We have to move forward and use handful and beautiful resources on the web, but we can’t afford to let the site break on less capable browsers. Instead, graceful degradation should be considered, so a page can work on less capable browsers with reduced features, but without breaking.

Should the page look identical on all browser on earth?

Coke and Pepsi come in several sizes and shapes without breaking identity, why should all sites look identical in every possible browser and version.

A page will only look and behave identically in all kinds and versions of browsers if is very simple one. We really need to consider on each case if this is really necessary.

There must be a hundred lousy browsers out there that we never even hear about, and mostly, wed developers don’t care about them, because it is their responsibility to implement the right features and provide gracefull degradation for the ones they don’t.

Treating such browsers as a first class citizens and limiting work by them will only limit the growth of nice work on the web.

Furthermore, will any state-of-the-art browser development team care to implement more advanced features of CSS 2.1 and CSS 3.0 if they think nobody is going to use them? I guess they’ll turn their attention to something else.

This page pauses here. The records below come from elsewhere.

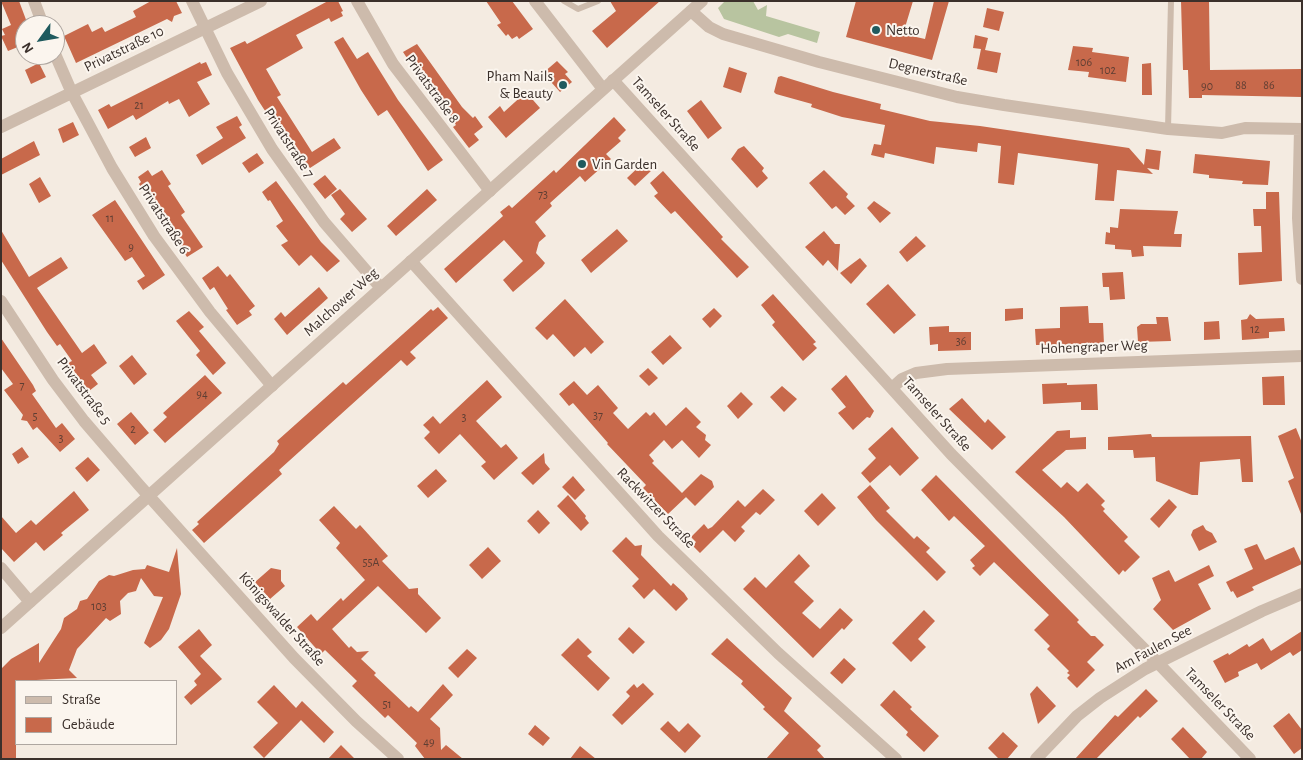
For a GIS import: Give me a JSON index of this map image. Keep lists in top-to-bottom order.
{
  "streets": {
    "street": [
      "Privatstraße 10",
      "Degnerstraße",
      "Privatstraße 8",
      "Tamseler Straße",
      "Privatstraße 7",
      "Privatstraße 6",
      "Malchower Weg",
      "Hohengraper Weg",
      "Privatstraße 5",
      "Rackwitzer Straße",
      "Königswalder Straße",
      "Am Faulen See"
    ]
  },
  "crossings": [
    ["Privatstraße 10", "Privatstraße 7"],
    ["Privatstraße 10", "Privatstraße 6"],
    ["Degnerstraße", "Malchower Weg"],
    ["Privatstraße 8", "Malchower Weg"],
    ["Tamseler Straße", "Malchower Weg"],
    ["Tamseler Straße", "Hohengraper Weg"],
    ["Tamseler Straße", "Am Faulen See"],
    ["Privatstraße 7", "Malchower Weg"],
    ["Privatstraße 6", "Malchower Weg"],
    ["Malchower Weg", "Privatstraße 5"],
    ["Malchower Weg", "Rackwitzer Straße"],
    ["Malchower Weg", "Königswalder Straße"],
    ["Privatstraße 5", "Königswalder Straße"]
  ],
  "places": ["Netto", "Pham Nails & Beauty", "Vin Garden"],
  "house_numbers": [
    "106",
    "102",
    "88",
    "86",
    "90",
    "21",
    "73",
    "11",
    "9",
    "12",
    "36",
    "7",
    "94",
    "37",
    "5",
    "3",
    "2",
    "3",
    "55A",
    "103",
    "51",
    "49"
  ],
  "legend": ["Straße", "Gebäude"],
  "north": "bottom left"
}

The widespread unuse of advanced features prevents the web from advance further, even on the best browsers around.

Gracefully degrade in all cases, no exceptions

Among theses hundreds of lousy browsers there is one that is known for everyone and his brother: Internet Explorer.

Internet Explorer is not only very limited in CSS features, but also, has bugs galore on the ones that are implemented.

But the real problem is that IE is used by an obscene amount of people, that are unaware of the massive amount of problems this browser causes.

If you tell unaware IE users about it, it is very likely that they say: “well, it works just fine for me!”. And it does! Because any conscious web developer knows these users can’t be ignored.

In the last years, however, microsoft has lost some strength.

Microsoft is still a massive power driving our geeky world, but Google and Apple have taken a good slice of its domain and several not-so-big projects gained notoriety among people on certain niches.

I don’t think Microsoft is going to ever get out of business, not in my lifetime anyway, but I think is time to consider IE as, just another piece of lousy software, and start to move forward faster and don’t wait microsoft blessing to use advanced CSS features.

It is still necessary to care for IE users and workarounds should be enforced.

But keeping brilliant people on the web development industry spending time to fully support IE6 (and bugs remaining in IE7, for that matter) is just a waste of precious possibilities of improovement on the web.

Treat unsupported and broken stuff with graceful degradation, instead of hacks and tricks.

It doesn’t seem that there is anything that can be done to make Microsoft work on behalf of community and stop trying to take over the world and impose their sub-optimal standards.

But I think is time to gradually move to treat IE bugs as cases for graceful degradation, and let them fall behind and live into obsolescency, just like happened with IE for MacOS, that failed miserably because very few Mac users would stick to this idea.

Perhaps the next time you tell a friend how much IE sucks, she will tell you:

You may be right, my favourite page looks gorgeous on other browsers”.